**Task objective:** Copy the listing exactly. Omit nothing.

**Data extract:**

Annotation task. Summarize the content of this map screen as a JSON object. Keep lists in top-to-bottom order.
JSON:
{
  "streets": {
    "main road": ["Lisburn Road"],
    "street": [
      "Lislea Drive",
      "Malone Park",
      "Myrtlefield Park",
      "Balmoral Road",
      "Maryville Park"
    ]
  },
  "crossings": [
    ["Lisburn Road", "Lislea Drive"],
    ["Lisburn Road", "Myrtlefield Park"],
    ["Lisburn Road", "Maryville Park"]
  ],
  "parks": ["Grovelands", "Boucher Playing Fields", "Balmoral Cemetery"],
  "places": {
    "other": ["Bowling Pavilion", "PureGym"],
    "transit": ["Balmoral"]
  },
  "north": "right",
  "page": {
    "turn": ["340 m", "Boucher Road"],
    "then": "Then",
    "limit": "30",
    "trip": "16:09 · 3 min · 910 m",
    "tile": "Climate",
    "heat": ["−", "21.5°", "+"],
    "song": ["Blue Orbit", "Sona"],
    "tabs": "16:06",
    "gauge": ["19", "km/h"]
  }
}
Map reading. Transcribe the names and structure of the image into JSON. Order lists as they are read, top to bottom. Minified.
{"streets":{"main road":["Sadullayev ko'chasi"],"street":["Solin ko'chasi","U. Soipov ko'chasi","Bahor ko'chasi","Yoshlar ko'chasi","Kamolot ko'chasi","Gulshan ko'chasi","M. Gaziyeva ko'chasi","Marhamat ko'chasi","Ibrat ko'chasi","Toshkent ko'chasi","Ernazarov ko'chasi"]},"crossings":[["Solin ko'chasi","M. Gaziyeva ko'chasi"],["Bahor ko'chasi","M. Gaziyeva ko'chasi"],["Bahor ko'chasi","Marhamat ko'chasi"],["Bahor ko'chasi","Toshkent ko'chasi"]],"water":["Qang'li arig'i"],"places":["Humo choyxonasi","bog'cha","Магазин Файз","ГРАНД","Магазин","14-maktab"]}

**Final answer:**
Annotation task. Summarize the content of this map screen as a JSON object. Keep lists in top-to-bottom order.
JSON:
{
  "streets": {
    "main road": ["Lisburn Road"],
    "street": [
      "Lislea Drive",
      "Malone Park",
      "Myrtlefield Park",
      "Balmoral Road",
      "Maryville Park"
    ]
  },
  "crossings": [
    ["Lisburn Road", "Lislea Drive"],
    ["Lisburn Road", "Myrtlefield Park"],
    ["Lisburn Road", "Maryville Park"]
  ],
  "parks": ["Grovelands", "Boucher Playing Fields", "Balmoral Cemetery"],
  "places": {
    "other": ["Bowling Pavilion", "PureGym"],
    "transit": ["Balmoral"]
  },
  "north": "right",
  "page": {
    "turn": ["340 m", "Boucher Road"],
    "then": "Then",
    "limit": "30",
    "trip": "16:09 · 3 min · 910 m",
    "tile": "Climate",
    "heat": ["−", "21.5°", "+"],
    "song": ["Blue Orbit", "Sona"],
    "tabs": "16:06",
    "gauge": ["19", "km/h"]
  }
}
Map reading. Transcribe the names and structure of the image into JSON. Order lists as they are read, top to bottom. Minified.
{"streets":{"main road":["Sadullayev ko'chasi"],"street":["Solin ko'chasi","U. Soipov ko'chasi","Bahor ko'chasi","Yoshlar ko'chasi","Kamolot ko'chasi","Gulshan ko'chasi","M. Gaziyeva ko'chasi","Marhamat ko'chasi","Ibrat ko'chasi","Toshkent ko'chasi","Ernazarov ko'chasi"]},"crossings":[["Solin ko'chasi","M. Gaziyeva ko'chasi"],["Bahor ko'chasi","M. Gaziyeva ko'chasi"],["Bahor ko'chasi","Marhamat ko'chasi"],["Bahor ko'chasi","Toshkent ko'chasi"]],"water":["Qang'li arig'i"],"places":["Humo choyxonasi","bog'cha","Магазин Файз","ГРАНД","Магазин","14-maktab"]}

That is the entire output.